(Task to complete)
Where the word "hidden" appears in a line below, copy the whole line.

Saved entries
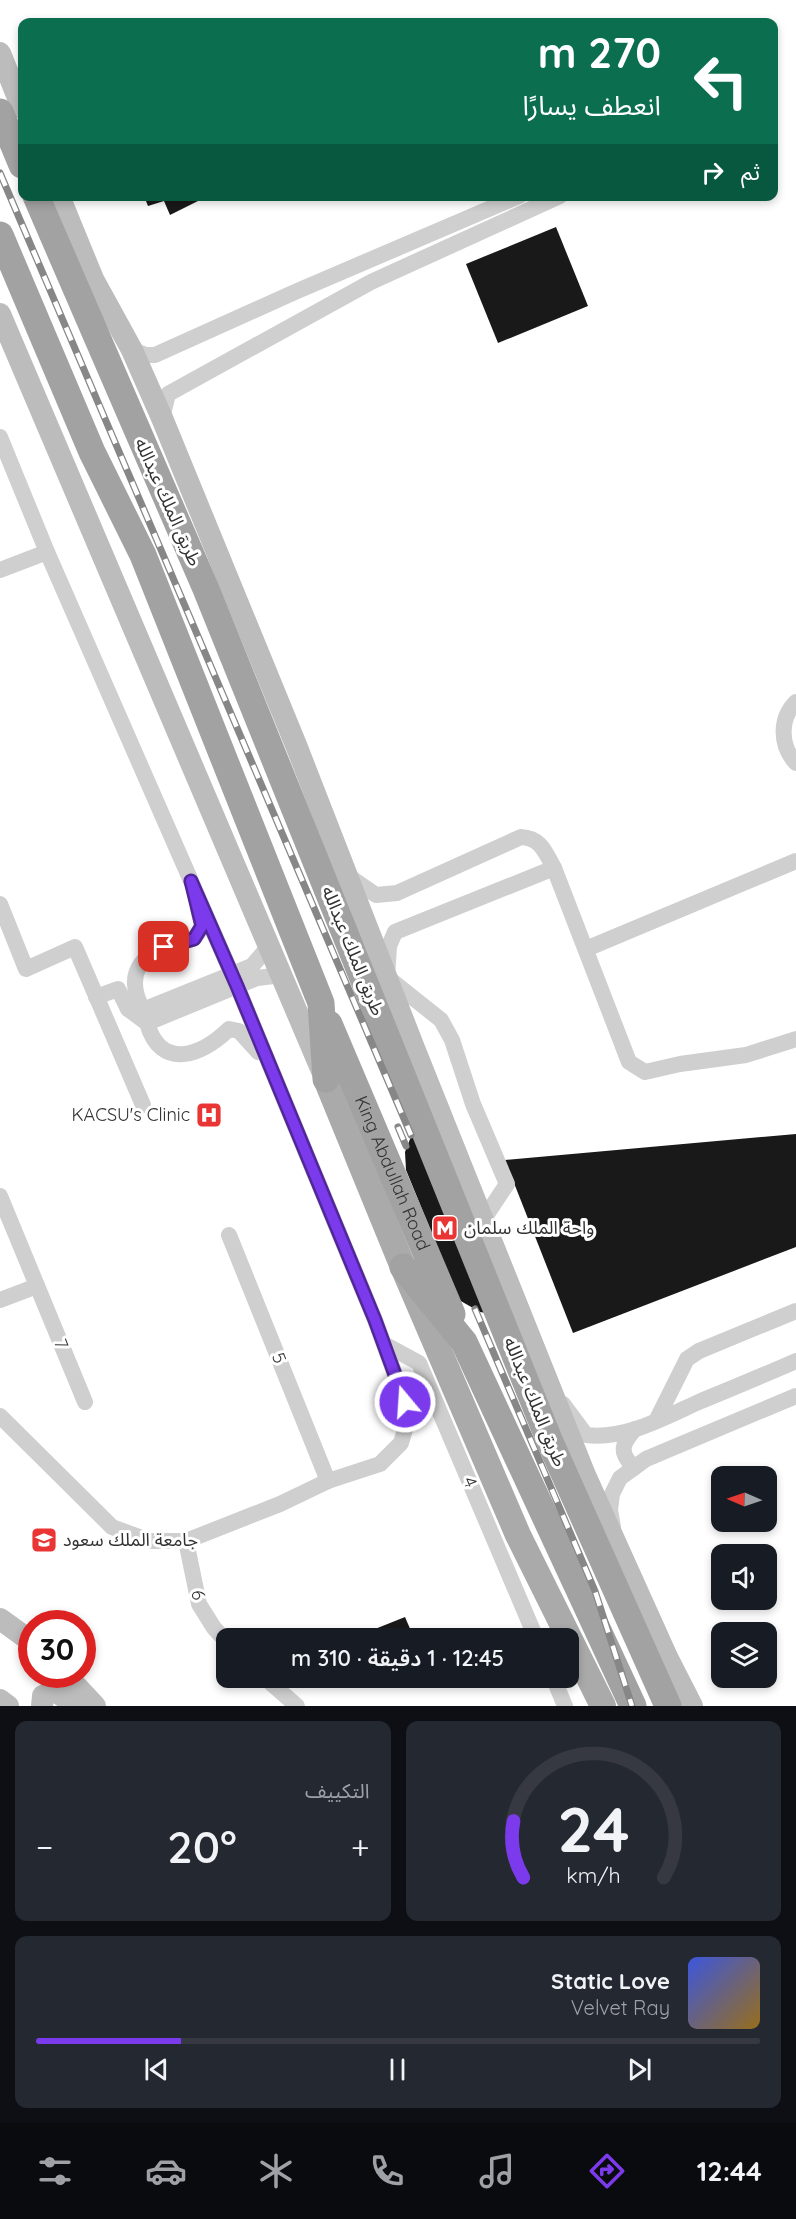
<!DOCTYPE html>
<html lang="ar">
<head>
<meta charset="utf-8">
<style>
	:root { --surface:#171b24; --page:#242831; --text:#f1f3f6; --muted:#9ea1a6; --line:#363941; --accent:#7c3aed }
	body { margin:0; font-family:Quicksand,"Noto Sans Arabic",sans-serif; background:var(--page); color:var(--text); direction:rtl; height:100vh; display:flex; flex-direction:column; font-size:22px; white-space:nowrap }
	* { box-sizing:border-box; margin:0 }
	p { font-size:20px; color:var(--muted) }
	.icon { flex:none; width:33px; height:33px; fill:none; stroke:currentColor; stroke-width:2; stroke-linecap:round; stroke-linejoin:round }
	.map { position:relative; height:1706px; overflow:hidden; direction:ltr }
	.panel { display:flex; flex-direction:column; gap:15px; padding:15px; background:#0d0f14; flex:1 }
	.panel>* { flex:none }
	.top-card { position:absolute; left:18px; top:18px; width:760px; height:183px; border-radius:12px; box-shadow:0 3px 9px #0003; direction:rtl; background:#0b6e4f; color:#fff; overflow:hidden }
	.needle { width:39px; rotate:272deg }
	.controls { position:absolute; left:711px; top:1466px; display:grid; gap:12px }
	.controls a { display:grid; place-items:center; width:66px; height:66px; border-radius:12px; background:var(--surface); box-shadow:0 3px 9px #0003; font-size:30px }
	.speed { position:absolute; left:18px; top:1610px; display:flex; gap:12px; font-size:30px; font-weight:700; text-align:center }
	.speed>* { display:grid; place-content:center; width:78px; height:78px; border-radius:50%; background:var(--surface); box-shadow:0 3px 9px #0003; line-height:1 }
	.speed .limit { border:9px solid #d22; background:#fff; color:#111 }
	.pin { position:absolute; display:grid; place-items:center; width:51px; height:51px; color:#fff; margin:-26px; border-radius:12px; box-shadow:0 3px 9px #0006 }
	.me { position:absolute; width:66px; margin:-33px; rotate:342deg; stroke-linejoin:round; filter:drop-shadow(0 0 4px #0008) }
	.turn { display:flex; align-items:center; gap:21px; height:126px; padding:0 18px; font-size:27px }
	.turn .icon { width:78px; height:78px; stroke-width:2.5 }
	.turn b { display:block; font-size:42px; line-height:51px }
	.then { display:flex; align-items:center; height:57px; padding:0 18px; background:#0003; gap:12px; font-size:22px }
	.big { font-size:45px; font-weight:600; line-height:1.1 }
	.panel .widget { flex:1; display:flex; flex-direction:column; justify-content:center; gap:9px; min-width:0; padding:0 21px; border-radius:12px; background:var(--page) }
	.panel .dial { align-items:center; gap:0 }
	.dial svg { height:156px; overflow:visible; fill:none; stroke:var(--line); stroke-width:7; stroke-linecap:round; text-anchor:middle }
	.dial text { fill:var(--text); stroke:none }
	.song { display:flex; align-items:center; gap:18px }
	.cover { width:72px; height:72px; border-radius:9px; background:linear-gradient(135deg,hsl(230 70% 55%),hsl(40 70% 35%)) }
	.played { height:6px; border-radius:3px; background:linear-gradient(90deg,var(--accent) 20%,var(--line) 20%) }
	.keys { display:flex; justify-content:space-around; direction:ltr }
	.heat { display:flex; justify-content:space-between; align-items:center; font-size:33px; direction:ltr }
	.panel .tiles { flex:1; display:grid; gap:15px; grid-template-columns:1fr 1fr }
	.widget:last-child { grid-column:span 2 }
	.trip { position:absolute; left:216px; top:1628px; width:363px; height:60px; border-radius:12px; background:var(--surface); box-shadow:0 3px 9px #0003; font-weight:600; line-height:60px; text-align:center; direction:rtl }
	.tab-bar { display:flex; height:96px; justify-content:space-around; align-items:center; background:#090b0e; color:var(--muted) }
	.tab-bar .icon { width:42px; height:42px }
	.tab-bar .selected { color:var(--accent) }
	.tab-bar b { font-size:27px; color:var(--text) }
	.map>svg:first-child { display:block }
</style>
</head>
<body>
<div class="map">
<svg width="796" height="1706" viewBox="0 0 796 1706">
	<rect width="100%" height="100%" fill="#fff"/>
	<g fill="#191919">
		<polygon points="144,196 208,196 170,215 164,201 148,206"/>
		<polygon points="556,227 588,306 498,343 466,264"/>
		<polygon points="412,1134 486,1313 480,1312 459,1300 406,1170 405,1152"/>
		<polygon points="796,1134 796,1247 573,1333 505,1160"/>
		<polygon points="405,1617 414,1638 379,1638 375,1629"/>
	</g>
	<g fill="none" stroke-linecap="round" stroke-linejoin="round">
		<g stroke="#cfcfcf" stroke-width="16">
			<polyline points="132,350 146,355 155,355 295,292 519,196"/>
			<polyline points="162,418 168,394 371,282 560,196"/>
			<polyline points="0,437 47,552 237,986 375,1320 405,1402 407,1423 401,1443 380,1464 328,1481 280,1504 186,1541 150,1541 112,1527 0,1416"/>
			<polyline points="0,570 47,552"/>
			<path d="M796 702C779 719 780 746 796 763"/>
			<path d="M347 875 376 895 397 893 521 837C541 838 545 852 554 868L629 1062 645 1072 680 1064 746 1055 796 1039"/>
			<polyline points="0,904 26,969 75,947 143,1105"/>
			<polyline points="586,949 796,861"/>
			<polyline points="96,997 118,989 128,1009"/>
			<path d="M143 1010C124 974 140 954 176 943 181 942 190 941 194 938 197 936 200 929 202 926L198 908"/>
			<polyline points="147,1023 257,978 282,975"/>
			<path d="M258 1052 239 1031 229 1029C202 1055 161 1072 147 1023L128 1009 143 1010 252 966 269 946"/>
			<polyline points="0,1196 85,1402"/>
			<polyline points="483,1220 507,1184 473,1104 452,1040 441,1020 387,977 389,946 395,932 554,868"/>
			<polyline points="229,1235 328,1481"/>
			<polyline points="0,1300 37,1286"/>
			<polyline points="384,1344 419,1363 536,1638"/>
			<path d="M563 1404 586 1435C626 1440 665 1417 701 1401 733 1388 764 1375 796 1361"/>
			<polyline points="656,1421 687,1359 699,1351 796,1311"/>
			<path d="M634 1468C619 1452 621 1445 635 1429"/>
			<polyline points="613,1527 610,1510 612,1494 620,1478 646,1459 796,1396"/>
			<polyline points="186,1541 199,1604 214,1628 226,1641"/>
			<polyline points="264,1677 297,1706"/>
			<polyline points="553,1677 565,1706"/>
		</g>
		<g stroke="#bcbcbc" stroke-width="22">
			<polyline points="0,53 22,108"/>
			<polyline points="59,196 93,279 132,350 162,418 296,745 414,1048 585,1475 667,1657 692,1706"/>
			<polyline points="0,314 322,1071"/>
			<polyline points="0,1619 32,1642"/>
			<polyline points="65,1674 95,1706"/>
			<polyline points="0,1700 8,1706"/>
			<polyline points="42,1706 43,1696 55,1691 77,1706"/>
		</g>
		<polyline stroke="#aaa" stroke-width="26" points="326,1079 403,1267 518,1535 603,1706"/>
		<g stroke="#a2a2a2" stroke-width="27">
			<polyline points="0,112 22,165"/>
			<polyline points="36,196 206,589 550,1442 668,1706"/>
			<polyline points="0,235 92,452 143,555 321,1003 326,1079"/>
			<path id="s1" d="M329 1024 452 1314"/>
			<polyline points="403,1267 464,1342 633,1706"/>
		</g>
		<defs>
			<g id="rail">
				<polyline points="0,173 411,1135"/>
				<polyline points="398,1127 406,1146"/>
				<polyline points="475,1309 595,1591 632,1706"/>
			</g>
		</defs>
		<use href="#rail" stroke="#878787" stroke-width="7"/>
		<use href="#rail" stroke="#fff" stroke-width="4.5" stroke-dasharray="14" stroke-linecap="butt"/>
	</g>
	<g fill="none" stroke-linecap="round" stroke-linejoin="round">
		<defs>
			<polyline id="route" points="164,947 194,939 202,926 191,881 237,986 375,1320 405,1402"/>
		</defs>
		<use href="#route" stroke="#51269a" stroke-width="15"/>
		<use href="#route" stroke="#7c3aed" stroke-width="10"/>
	</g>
	<defs>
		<symbol id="hospital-square" viewBox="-11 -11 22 22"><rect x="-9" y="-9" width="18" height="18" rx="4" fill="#e93534" stroke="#fff"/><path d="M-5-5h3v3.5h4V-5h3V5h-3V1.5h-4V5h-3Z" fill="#fff"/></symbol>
		<symbol id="metro-square" viewBox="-11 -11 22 22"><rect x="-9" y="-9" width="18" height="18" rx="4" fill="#e93534" stroke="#fff"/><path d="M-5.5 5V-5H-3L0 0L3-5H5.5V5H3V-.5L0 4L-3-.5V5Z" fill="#fff"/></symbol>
		<symbol id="university-square" viewBox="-11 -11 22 22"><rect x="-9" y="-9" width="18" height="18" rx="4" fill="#e93534" stroke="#fff"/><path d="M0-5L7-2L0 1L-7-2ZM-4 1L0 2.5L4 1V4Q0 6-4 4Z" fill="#fff"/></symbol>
	</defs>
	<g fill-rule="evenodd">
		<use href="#hospital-square" x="194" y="1100" width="30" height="30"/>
		<use href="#metro-square" x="430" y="1213" width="30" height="30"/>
		<use href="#university-square" x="29" y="1525" width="30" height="30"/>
	</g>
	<g text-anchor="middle" stroke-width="6" stroke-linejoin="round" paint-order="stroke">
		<g font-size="18" fill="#323232" stroke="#fff">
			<text transform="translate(168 502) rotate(66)" y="6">طريق الملك عبدالله</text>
			<text transform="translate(353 951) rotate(68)" y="6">طريق الملك عبدالله</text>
			<text dy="6" stroke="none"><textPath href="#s1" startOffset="162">King Abdullah Road</textPath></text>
			<text transform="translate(61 1344) rotate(68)" y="6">7</text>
			<text transform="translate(279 1358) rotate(68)" y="6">5</text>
			<text transform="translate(535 1402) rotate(68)" y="6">طريق الملك عبدالله</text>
			<text transform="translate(470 1482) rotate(67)" y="6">4</text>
			<text transform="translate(198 1595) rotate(75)" y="6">6</text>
		</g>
		<g font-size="18" fill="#323232" stroke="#fff" text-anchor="start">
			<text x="190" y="1121" text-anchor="end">KACSU's Clinic</text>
			<text x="464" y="1234">واحة الملك سلمان</text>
			<text x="63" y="1546">جامعة الملك سعود</text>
		</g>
	</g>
</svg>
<div class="controls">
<a><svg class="needle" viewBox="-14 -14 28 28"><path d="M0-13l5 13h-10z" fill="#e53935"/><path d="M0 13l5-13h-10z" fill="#9ea1a6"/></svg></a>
<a><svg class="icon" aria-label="sound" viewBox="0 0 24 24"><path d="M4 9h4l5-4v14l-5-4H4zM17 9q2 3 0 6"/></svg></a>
<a><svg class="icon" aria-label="layers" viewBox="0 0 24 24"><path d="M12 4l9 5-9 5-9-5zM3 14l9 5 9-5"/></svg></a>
</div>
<div class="speed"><div class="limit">30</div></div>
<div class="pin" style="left:164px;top:947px;background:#d93025"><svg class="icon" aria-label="arrive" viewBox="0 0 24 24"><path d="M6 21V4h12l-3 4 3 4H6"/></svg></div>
<svg class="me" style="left:405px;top:1402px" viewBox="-20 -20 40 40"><circle r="17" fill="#7c3aed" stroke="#fff" stroke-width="3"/><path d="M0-11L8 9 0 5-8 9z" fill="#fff"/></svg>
<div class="trip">12:45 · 1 دقيقة · 310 m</div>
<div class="top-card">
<div class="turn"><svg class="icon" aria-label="left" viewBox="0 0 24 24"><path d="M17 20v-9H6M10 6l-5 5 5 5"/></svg><div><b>270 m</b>انعطف يسارًا</div></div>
<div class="then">ثم<svg class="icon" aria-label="right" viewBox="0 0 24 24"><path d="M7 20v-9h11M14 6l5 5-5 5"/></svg></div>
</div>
</div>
<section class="panel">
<div class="tiles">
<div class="widget dial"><svg viewBox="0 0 100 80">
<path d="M14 69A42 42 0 1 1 86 69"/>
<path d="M14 69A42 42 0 0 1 9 40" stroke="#7c3aed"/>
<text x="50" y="56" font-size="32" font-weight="700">24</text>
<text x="50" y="72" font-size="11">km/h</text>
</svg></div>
<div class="widget"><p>التكييف</p>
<div class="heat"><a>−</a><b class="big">20°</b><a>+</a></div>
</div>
<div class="widget">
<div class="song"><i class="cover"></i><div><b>Static Love</b><p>Velvet Ray</p></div></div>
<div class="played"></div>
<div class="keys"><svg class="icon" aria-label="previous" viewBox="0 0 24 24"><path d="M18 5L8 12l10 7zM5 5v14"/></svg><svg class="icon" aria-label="pause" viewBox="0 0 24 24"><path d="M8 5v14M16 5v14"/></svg><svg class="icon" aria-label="next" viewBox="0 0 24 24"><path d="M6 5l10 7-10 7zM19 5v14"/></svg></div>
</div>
</div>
</section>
<nav class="tab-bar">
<b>12:44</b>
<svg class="icon selected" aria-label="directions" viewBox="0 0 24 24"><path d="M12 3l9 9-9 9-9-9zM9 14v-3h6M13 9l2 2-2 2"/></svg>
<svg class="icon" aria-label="music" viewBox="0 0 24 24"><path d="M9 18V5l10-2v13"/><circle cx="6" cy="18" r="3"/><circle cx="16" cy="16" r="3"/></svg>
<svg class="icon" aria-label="phone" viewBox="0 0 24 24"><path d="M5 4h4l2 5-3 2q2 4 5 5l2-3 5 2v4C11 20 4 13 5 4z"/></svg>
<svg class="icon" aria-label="climate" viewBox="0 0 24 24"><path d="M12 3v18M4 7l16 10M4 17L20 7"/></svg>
<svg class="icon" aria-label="car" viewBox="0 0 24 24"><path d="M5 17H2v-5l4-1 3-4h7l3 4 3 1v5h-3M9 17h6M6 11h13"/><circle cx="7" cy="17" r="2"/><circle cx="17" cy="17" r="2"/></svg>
<svg class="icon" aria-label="filters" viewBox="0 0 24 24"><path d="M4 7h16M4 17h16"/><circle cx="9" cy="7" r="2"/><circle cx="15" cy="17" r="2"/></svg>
</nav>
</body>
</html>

(Task output)
	.map { position:relative; height:1706px; overflow:hidden; direction:ltr }
	.top-card { position:absolute; left:18px; top:18px; width:760px; height:183px; border-radius:12px; box-shadow:0 3px 9px #0003; direction:rtl; background:#0b6e4f; color:#fff; overflow:hidden }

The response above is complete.